Throughout our Defense and Commercial Consulting engagements, a common theme continually turns up in design, code reviews, and watercooler talk: performance.  Waxing theoretical about what should be fast is fun, but not usually very accurate.  To truly understand performance trades, you must measure.  Celero is a microbenchmark library designed as a tool to understand algorithmic trades within very small pieces of code. (C++, specifically, in this case.)

Introduction to Celero

Developing consistent and meaningful benchmark results for software is a complex task. Measurement tools exist (Intel® VTune™ Amplifier, SmartBear AQTime, Valgrind, etc.) external to applications, but they are sometimes expensive for small teams or cumbersome to utilize. This project, Celero, aims to be a small library which can be added to a C++ project and perform benchmarks on code in a way which is easy to reproduce, share, and compare among individual runs, developers, or projects. Celero uses a framework similar to that of GoogleTest to make its API easier to use and integrate into a project. Make automated benchmarking as much a part of your development process as automated testing.

Celero uses CMake to provide cross-platform builds. It does require a modern compiler (Visual C++ 2012+, GCC 4.7+, Clang 2.9+) due to its use of C++11.

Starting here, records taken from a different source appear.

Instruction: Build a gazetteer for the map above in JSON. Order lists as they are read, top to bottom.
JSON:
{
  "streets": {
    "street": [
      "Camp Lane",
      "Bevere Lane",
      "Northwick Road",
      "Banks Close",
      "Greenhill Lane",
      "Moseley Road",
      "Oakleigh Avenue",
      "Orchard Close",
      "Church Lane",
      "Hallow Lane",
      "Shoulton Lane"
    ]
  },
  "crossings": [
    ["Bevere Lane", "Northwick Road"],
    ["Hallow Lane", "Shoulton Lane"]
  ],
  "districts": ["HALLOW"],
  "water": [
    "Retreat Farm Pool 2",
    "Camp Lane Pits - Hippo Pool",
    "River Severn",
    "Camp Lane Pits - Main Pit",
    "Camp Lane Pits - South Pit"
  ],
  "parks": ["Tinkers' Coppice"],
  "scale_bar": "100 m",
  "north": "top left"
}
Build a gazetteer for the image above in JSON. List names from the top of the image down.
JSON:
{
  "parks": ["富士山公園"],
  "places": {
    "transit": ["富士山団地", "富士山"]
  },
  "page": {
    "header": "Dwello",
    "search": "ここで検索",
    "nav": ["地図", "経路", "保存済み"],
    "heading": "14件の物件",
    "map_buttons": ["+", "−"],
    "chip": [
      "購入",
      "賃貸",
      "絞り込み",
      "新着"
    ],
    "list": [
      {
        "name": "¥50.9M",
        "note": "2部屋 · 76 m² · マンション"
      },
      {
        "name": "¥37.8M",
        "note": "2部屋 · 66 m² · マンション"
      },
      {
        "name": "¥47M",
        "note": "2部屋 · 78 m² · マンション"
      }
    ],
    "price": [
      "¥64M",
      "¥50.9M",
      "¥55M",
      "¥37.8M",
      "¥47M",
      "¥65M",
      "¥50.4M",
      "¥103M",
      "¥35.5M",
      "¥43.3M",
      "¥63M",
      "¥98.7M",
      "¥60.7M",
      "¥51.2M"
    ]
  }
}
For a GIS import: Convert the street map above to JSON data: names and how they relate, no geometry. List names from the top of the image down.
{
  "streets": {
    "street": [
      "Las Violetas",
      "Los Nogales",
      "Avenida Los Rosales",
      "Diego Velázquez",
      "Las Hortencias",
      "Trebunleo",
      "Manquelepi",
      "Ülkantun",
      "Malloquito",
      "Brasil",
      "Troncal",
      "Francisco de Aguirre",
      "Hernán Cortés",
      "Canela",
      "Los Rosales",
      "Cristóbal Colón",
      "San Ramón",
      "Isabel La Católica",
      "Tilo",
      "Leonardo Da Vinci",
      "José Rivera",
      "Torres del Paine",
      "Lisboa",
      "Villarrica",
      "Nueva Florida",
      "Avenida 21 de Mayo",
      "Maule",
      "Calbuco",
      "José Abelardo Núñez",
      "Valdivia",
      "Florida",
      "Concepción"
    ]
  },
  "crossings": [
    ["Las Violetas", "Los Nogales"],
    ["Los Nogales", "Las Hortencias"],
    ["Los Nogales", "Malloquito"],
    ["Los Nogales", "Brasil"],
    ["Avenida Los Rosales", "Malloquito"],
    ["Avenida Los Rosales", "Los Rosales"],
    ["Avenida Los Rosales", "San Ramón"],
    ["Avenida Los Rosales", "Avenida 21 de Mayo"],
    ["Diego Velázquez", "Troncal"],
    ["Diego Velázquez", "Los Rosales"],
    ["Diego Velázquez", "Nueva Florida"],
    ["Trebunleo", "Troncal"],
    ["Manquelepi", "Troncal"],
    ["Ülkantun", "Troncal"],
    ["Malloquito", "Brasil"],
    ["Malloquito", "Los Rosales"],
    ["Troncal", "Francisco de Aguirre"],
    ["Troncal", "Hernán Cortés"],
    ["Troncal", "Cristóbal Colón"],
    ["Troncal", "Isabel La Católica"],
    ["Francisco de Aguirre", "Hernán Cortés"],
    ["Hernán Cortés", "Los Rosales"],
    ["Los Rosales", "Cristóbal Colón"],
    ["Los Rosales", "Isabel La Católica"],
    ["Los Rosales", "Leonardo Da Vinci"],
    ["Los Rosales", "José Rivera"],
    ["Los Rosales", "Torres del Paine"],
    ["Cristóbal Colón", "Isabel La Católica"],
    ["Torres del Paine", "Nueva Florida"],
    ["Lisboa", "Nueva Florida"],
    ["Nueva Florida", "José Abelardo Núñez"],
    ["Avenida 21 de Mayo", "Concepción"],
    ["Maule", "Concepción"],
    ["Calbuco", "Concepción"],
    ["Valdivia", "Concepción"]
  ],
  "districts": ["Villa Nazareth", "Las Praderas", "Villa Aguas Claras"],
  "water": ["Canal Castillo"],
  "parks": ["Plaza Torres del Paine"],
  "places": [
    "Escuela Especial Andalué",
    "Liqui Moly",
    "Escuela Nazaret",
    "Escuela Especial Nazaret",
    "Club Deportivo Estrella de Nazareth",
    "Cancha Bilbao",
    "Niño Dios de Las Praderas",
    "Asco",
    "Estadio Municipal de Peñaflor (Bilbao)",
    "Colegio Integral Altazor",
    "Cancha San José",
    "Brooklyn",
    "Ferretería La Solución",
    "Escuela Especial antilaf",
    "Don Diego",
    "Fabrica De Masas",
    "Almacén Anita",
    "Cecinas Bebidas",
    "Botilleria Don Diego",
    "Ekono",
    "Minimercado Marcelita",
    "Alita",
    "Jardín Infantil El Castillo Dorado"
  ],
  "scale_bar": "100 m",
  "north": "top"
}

Once Celero is added to your project. You can create dedicated benchmark projects and source files. For convenience, there is a single header file and a CELERO_MAIN macro that can be used to provide a main() for your benchmark project that will automatically execute all of your benchmark tests.

Key Features

  • Supports Windows, Linux, and OSX using C++11.
  • The timing utilities can be used directly in production code (independent of benchmarks).
  • Console table output is formatted as Markdown to easily copy/paste into documents.
  • Archive results to track performance over time.
  • Integrates into CI/CT/CD environments with JUnit-formatted output.
  • User-defined Experiment Values can scale test results, sample sizes, and user-defined properties for each run.
  • User-defined Measurements allow for measuring anything in addition to timing.
  • Supports Test Fixtures.
  • Supports fixed-time benchmark baselines.
  • Capture a rich set of timing statistics to a file.
  • Easily installed using CMake, Conan, or VCPkg.

Command Line

<celeroOutputExecutable> [-g groupNameToRun] [-t resultsTable.csv] [-j junitOutputFile.xml] [-a resultArchive.csv] [-d numberOfIterationsPerDistribution] [-h]
  • -g Use this option to run only one benchmark group out of all benchmarks contained within a test executable.
  • -t Writes all results to a CSV file. Very useful when using problem sets to graph performance.
  • -j Writes JUnit formatted XML output. To utilize JUnit output, benchmarks must use the _TEST version of the macros and specify an expected baseline multiple. When the test exceeds this multiple, the JUnit output will indicate a failure.
  • -a Builds or updates an archive of historical results, tracking current, best, and worst results for each benchmark.
  • -d (Experimental) builds a plot of four different sample sizes to investigate the distribution of sample results.

Celero Basics

Background

The goal, generally, of writing benchmarks is to measure the performance of a piece of code. Benchmarks are useful for comparing multiple solutions to the same problem to select the most appropriate one. Other times, benchmarks can highlight the performance impact of design or algorithm changes and quantify them in a meaningful way.

By measuring code performance, you eliminate errors in your assumptions about what the “right” solution is for performance. Only through measurement can you confirm that using a lookup table, for example, is faster than computing a value. Such lore (which is often repeated) can lead to bad design decisions and, ultimately, slower code.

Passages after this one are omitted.